Bugün belki de binlerce kişi kadınlar adına konuşmak isteyecek. Onların kim olduğu, kim olması gerektiğinden tutun da nerede, nasıl davranması gerektiğine kadar ahkam kesecekler. Küçük harflerle konuşun, yüksek sesle kahkaha atmayın, para kazanıp kendi ayaklarınızın üzerinde durun ama sakın erkeğinizden fazla para kazanmayın. Kendinize bir kariyer inşa ederken ev işlerini de aksatmayın. Kocanızı ve çocuklarınızı da sırtınıza alarak kaslarınızı güçlendirin.
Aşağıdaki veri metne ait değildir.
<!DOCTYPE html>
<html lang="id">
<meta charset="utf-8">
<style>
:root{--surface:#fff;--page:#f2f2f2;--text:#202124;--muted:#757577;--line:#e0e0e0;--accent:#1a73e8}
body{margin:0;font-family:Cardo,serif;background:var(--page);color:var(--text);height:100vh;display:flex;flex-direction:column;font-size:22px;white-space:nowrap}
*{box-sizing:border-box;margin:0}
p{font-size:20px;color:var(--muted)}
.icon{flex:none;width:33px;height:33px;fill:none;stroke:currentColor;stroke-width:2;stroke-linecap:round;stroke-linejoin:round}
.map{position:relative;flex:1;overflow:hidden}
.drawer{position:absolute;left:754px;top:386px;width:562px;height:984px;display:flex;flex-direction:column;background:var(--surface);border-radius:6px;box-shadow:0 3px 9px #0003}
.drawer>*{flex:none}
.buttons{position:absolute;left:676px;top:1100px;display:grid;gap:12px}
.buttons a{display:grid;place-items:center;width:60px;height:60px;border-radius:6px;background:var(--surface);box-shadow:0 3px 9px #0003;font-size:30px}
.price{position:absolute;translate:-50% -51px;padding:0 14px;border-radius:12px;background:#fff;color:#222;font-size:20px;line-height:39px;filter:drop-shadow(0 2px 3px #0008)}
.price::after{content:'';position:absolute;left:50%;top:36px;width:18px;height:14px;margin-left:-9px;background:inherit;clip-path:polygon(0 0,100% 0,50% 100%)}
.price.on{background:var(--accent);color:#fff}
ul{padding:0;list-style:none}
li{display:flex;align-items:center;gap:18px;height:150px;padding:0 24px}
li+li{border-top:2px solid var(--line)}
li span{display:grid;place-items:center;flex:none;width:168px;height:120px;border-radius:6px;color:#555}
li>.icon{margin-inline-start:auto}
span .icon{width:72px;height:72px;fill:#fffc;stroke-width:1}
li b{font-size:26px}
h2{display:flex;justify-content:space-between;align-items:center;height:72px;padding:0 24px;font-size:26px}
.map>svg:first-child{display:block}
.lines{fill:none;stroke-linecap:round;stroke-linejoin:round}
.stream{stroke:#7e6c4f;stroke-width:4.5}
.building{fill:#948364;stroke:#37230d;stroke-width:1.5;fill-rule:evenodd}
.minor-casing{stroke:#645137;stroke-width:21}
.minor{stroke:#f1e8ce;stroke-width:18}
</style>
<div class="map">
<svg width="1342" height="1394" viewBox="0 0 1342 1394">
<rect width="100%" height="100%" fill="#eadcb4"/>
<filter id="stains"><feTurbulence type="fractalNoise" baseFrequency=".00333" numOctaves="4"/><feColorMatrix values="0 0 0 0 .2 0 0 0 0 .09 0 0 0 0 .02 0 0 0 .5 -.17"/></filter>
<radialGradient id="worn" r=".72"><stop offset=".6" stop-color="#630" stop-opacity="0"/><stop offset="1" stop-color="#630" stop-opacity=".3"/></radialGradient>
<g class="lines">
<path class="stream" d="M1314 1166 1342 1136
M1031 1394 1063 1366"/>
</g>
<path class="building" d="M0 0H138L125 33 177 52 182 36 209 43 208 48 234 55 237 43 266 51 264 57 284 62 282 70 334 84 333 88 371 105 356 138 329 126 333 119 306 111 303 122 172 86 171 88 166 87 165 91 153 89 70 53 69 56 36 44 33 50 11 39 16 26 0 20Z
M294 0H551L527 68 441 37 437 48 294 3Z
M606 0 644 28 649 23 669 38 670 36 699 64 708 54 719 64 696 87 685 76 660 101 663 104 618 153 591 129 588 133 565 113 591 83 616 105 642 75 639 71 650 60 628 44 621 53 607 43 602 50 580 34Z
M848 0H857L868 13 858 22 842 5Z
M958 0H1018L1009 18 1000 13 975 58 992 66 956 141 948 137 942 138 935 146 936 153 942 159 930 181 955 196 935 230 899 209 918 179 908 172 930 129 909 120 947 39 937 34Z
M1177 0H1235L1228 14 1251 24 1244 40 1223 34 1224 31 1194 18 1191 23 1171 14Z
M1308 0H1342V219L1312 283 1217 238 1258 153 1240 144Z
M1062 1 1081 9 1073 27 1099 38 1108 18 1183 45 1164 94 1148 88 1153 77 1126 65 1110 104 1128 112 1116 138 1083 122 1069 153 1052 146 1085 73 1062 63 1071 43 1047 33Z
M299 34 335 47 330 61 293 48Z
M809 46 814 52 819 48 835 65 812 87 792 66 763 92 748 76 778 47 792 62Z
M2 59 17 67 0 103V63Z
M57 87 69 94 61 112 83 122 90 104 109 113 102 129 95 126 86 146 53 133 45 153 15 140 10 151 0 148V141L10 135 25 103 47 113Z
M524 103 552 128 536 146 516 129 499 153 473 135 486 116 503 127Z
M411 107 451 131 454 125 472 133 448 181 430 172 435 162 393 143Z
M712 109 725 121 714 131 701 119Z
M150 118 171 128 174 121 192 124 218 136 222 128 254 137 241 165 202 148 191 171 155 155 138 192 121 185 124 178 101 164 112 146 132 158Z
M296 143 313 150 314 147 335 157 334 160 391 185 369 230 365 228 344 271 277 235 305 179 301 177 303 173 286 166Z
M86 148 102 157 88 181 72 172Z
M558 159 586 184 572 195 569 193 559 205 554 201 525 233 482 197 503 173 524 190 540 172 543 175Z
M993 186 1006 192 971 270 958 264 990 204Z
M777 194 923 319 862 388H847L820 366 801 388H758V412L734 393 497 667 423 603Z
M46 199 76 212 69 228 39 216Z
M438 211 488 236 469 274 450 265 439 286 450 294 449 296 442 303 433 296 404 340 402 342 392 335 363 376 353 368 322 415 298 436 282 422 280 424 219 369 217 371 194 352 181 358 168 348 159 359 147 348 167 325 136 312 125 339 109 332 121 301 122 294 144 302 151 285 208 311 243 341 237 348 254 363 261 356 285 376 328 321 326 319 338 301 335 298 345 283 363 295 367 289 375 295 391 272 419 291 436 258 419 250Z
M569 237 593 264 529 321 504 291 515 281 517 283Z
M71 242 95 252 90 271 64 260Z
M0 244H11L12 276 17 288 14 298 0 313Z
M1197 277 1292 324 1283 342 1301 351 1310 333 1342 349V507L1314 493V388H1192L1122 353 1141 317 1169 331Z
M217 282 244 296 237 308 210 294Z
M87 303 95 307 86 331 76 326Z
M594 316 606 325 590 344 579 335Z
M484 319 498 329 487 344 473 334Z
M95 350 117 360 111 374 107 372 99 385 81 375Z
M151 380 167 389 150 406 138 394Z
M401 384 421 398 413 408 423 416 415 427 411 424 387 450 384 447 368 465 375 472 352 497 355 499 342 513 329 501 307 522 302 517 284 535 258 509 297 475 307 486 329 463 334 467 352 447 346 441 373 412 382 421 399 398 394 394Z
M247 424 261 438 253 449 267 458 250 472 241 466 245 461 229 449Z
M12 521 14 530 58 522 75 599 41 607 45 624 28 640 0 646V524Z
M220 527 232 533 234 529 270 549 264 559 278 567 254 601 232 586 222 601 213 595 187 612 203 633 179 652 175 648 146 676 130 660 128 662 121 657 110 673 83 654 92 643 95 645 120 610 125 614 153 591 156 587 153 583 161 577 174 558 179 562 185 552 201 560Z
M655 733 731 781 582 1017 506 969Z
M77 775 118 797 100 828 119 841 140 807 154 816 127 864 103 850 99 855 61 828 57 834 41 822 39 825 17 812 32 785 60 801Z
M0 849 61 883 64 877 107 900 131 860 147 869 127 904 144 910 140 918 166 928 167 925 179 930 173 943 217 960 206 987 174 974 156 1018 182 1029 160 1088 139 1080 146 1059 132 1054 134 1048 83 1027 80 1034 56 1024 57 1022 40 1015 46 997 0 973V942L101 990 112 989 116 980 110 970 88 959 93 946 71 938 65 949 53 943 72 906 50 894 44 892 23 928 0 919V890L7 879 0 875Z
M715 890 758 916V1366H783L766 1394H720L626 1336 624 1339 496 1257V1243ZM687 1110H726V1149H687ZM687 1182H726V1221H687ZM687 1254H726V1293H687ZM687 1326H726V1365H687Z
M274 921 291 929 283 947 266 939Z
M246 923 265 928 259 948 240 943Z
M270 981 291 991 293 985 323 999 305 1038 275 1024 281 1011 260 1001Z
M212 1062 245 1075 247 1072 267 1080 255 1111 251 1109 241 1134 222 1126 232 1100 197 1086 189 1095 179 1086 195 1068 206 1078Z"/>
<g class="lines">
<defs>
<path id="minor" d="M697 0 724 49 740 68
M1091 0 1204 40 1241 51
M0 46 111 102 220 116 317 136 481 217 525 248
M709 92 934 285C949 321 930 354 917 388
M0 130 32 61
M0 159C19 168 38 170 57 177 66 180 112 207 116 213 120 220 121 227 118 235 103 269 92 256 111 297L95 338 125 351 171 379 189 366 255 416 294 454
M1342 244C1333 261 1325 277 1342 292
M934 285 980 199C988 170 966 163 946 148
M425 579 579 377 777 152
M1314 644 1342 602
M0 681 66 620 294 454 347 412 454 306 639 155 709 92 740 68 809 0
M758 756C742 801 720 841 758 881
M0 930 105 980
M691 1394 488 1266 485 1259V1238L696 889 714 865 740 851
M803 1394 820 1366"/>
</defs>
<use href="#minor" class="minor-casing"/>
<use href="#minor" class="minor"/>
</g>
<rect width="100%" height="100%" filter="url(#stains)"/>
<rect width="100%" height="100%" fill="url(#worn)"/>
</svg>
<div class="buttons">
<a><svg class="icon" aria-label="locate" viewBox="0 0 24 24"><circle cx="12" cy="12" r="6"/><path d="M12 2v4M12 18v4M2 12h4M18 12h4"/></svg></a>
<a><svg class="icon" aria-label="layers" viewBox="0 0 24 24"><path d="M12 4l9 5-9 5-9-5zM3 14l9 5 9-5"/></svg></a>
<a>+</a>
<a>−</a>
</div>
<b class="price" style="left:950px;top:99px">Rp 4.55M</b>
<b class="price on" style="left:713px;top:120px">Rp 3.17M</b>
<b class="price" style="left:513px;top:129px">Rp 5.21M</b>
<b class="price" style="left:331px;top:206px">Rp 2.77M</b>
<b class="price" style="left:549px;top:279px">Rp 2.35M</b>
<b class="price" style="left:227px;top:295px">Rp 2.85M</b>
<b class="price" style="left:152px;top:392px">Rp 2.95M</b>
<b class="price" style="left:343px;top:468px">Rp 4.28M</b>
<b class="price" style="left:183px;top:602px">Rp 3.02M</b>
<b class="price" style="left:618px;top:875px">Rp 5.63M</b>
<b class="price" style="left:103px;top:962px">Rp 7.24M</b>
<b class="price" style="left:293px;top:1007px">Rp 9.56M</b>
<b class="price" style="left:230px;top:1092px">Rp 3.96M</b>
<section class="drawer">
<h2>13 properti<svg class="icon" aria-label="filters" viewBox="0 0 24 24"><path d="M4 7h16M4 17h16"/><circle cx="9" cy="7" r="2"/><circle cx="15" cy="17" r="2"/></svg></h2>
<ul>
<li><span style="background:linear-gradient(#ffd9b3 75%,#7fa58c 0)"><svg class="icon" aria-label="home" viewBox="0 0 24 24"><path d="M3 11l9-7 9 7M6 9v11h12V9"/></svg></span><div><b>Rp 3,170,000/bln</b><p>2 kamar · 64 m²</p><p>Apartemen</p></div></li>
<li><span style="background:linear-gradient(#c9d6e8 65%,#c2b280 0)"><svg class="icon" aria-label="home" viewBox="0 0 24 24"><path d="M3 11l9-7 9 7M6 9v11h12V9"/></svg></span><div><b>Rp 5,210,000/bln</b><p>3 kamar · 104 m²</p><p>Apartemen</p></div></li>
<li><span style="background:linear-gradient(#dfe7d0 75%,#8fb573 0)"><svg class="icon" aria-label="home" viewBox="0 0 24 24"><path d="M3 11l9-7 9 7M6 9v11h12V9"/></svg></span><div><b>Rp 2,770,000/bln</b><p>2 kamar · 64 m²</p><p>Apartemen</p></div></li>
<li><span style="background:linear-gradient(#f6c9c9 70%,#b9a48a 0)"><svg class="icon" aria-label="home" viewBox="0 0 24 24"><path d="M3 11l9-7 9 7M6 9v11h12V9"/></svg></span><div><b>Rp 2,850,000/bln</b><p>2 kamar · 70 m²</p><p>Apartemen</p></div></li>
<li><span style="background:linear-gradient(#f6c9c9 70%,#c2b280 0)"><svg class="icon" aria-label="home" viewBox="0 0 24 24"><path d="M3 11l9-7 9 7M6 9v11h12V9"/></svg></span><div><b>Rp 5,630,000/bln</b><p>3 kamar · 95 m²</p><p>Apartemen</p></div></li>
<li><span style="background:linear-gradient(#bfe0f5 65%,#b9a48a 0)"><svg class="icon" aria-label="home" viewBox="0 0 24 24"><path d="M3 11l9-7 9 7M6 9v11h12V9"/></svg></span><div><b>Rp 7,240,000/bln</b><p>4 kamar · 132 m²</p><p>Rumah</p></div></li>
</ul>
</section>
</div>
Hayat durmadan üzerinize de gelse yemeğinizi yapın, evi toplayın ve etrafa sahte gülücükler saçmaya başlayın. Sakın şikayet etmeyin, somurtkan bir yüzle yolda yürümeyin ama başkalarının dikkatini de çekmeyin. Hem ışığınızla yanınızdaki erkeğe gurur verin hem de onun ışığına gölge etmeyin. Çalışın, çok çalışın ama akşam olunca da eve gelin. Sizinle aynı işi yapan erkeklerle eşit imkanlara sahip olmayı da beklemeyin. Zaten elinizin hamuruyla da erkek işine girişmeyin.
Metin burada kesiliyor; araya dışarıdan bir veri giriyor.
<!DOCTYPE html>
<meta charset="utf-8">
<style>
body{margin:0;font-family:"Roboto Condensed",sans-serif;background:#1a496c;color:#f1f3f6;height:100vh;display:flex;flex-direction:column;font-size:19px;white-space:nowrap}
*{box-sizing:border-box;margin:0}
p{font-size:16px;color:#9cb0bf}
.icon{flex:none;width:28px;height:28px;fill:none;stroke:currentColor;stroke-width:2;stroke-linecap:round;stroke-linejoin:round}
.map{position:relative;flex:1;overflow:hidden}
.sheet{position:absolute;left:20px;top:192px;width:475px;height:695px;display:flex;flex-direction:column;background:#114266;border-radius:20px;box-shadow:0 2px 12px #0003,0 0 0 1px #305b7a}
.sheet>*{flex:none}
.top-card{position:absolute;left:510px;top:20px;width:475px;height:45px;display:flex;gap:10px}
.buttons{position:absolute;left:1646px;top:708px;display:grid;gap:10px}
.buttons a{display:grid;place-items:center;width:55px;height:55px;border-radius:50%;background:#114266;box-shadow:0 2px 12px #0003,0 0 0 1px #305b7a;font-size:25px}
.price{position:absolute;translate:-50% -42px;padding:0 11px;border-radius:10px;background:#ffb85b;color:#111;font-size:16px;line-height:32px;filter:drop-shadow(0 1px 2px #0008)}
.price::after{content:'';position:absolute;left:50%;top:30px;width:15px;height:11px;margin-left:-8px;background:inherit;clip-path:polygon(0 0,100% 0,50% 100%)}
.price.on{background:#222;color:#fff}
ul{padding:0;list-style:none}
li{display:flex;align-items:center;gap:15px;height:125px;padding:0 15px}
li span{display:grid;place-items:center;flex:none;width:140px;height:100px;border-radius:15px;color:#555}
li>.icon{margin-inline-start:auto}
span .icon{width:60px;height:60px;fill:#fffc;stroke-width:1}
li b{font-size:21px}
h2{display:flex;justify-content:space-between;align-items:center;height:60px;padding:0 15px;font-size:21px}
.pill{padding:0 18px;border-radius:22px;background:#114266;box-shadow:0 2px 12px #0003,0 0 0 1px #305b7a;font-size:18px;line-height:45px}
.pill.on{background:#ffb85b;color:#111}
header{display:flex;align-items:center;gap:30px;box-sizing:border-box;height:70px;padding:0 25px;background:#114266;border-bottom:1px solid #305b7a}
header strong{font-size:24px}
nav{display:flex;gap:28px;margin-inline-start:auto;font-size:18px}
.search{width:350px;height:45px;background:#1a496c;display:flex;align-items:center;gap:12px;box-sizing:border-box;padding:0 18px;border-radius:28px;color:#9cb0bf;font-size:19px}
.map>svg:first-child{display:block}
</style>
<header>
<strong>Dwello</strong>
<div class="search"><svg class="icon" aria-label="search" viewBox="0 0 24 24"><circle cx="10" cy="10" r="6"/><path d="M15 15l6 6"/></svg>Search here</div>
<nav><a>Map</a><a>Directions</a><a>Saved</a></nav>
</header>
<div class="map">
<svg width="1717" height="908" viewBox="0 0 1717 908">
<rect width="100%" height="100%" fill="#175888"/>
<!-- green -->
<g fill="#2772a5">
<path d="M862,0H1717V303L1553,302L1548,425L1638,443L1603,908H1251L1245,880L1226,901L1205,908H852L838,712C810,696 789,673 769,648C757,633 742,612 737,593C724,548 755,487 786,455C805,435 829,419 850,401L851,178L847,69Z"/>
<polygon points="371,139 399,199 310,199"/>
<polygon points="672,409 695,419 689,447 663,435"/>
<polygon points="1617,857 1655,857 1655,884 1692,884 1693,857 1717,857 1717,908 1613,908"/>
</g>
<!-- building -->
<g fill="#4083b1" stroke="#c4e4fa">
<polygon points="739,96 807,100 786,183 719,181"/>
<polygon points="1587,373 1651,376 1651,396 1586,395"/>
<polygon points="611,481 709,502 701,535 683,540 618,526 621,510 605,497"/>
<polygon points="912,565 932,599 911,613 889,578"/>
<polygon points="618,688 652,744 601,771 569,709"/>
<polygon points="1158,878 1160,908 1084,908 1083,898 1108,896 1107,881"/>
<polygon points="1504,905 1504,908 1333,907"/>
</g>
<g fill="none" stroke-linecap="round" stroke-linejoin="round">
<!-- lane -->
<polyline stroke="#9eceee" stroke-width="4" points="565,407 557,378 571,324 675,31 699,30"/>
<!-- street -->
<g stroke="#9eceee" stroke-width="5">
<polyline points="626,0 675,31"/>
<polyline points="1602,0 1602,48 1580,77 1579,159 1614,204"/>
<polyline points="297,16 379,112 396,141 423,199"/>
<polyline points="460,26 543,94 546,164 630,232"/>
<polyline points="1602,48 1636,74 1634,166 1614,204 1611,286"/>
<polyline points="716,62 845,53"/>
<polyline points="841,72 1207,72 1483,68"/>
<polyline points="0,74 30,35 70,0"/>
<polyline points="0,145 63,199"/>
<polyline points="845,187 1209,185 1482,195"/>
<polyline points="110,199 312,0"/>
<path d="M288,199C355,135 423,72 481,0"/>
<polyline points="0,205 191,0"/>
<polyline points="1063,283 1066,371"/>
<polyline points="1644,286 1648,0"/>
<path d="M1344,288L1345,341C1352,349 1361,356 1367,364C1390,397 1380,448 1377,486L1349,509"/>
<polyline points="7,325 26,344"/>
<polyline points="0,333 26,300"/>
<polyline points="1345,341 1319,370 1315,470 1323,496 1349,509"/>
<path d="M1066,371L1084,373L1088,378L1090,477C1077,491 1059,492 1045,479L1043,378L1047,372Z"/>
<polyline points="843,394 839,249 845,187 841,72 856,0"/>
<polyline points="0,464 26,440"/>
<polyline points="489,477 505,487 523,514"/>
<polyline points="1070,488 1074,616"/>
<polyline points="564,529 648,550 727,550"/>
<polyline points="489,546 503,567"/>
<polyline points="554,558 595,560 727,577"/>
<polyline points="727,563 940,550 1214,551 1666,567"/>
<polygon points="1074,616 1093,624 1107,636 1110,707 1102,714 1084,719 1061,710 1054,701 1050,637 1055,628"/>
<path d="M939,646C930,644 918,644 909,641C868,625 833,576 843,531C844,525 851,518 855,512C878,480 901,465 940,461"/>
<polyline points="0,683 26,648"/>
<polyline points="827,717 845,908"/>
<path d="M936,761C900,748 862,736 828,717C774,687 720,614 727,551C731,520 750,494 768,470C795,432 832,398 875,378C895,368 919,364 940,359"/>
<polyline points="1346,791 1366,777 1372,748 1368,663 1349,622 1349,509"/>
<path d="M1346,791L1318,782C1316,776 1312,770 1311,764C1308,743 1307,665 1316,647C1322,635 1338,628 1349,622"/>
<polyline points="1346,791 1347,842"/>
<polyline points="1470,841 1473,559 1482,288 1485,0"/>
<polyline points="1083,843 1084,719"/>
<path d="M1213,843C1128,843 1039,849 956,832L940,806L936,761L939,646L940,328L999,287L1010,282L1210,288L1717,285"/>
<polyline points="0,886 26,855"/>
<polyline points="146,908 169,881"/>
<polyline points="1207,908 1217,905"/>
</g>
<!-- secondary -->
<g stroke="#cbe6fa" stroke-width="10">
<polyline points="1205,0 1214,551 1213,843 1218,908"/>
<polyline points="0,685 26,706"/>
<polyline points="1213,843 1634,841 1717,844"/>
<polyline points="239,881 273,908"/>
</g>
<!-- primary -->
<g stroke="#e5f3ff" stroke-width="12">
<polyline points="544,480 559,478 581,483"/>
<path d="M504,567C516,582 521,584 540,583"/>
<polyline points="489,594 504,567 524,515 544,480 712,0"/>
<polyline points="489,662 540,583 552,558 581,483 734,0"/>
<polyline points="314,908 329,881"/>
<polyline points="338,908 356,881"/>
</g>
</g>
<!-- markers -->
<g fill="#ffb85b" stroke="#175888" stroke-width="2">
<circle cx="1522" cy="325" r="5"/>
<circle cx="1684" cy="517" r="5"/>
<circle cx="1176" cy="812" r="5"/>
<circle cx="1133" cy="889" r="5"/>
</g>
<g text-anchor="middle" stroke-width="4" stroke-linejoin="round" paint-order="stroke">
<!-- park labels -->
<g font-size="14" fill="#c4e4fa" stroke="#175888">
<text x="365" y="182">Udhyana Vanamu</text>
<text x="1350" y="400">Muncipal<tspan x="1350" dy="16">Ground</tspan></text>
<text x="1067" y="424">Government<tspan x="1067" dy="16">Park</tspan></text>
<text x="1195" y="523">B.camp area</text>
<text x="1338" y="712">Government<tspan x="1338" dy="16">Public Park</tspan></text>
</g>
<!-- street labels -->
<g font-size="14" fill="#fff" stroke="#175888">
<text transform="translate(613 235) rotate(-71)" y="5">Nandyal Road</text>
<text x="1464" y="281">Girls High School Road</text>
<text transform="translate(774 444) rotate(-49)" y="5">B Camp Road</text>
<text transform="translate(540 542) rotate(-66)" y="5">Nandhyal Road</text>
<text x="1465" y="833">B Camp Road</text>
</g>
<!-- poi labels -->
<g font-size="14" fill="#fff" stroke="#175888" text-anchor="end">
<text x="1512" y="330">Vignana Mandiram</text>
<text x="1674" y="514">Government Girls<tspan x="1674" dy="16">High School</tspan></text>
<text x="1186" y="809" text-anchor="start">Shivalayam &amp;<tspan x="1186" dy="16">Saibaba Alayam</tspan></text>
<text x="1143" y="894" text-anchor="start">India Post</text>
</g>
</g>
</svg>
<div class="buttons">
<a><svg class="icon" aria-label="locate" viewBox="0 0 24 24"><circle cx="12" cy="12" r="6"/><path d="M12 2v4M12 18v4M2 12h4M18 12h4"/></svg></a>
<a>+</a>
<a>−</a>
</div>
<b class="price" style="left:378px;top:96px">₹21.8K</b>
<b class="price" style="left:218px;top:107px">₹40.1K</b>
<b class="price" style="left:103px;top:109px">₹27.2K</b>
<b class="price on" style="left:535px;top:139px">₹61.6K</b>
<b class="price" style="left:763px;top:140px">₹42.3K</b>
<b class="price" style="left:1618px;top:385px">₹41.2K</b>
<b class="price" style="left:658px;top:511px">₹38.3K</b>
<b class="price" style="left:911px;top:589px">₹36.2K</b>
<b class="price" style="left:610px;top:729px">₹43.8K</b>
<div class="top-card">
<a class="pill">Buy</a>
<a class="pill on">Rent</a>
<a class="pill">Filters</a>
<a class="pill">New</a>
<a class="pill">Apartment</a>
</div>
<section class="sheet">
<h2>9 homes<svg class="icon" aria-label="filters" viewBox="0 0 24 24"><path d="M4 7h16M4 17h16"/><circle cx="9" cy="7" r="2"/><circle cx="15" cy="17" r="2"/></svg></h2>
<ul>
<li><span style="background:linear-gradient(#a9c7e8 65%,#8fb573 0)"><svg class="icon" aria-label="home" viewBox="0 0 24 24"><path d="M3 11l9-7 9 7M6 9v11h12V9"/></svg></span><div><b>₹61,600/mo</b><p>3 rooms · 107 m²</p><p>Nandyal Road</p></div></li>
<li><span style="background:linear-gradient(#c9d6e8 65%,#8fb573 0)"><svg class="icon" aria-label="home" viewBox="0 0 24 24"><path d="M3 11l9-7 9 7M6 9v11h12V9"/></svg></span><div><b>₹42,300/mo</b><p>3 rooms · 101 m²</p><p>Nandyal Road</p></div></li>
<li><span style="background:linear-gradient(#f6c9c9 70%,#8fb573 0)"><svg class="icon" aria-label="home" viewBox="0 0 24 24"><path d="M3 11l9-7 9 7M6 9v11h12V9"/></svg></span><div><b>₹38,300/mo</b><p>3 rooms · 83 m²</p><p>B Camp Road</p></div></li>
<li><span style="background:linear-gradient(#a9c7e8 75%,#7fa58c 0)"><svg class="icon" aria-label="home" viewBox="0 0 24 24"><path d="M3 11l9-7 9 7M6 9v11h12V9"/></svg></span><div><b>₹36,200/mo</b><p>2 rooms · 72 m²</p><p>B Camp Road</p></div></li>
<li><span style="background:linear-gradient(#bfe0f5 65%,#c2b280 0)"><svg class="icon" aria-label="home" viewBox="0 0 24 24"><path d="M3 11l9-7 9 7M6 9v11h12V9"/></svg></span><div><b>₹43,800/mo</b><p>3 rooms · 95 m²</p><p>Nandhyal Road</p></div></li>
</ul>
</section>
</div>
Genç yaşta evlenin, okula gitmeyin. Yazmanız, öğrenmeniz ve iyileştirmeniz fuzuli. Gidin ev işlerini öğrenin. Yazarsanız; kitabınız erkek adıyla anılır, iyileştirirseniz cadı diye yakılırsınız. Tarihe baktığınızda kaç tane bilim kadını tanırsınız? Bilim adamı olarak tanımlananları bilim insanına çevirmek için kaç kadının canı yandı sanırsınız?
Bugün belki de binlerce kişi kadınlar adına konuştular. Onların kim olduğu, kim olması gerektiğinden tutun da nerede, nasıl davranması gerektiğine kadar ahkam kestiler. Ancak hiçbirinin aklına bir kadına ne yapmak istediğini sormak gelmedi. Hayatını onun tercihine bırakmadılar, ona hiçbir kalıba sıkışmak zorunda olmadığını söylemediler. Kadın isterse okur, isterse yazar, isterse anne olur isterse mühendis. Kadın isterse tüm dünya onun önüne serilir. Kadın isterse her gün yeniden doğar, her gün yeni bir kadın doğar.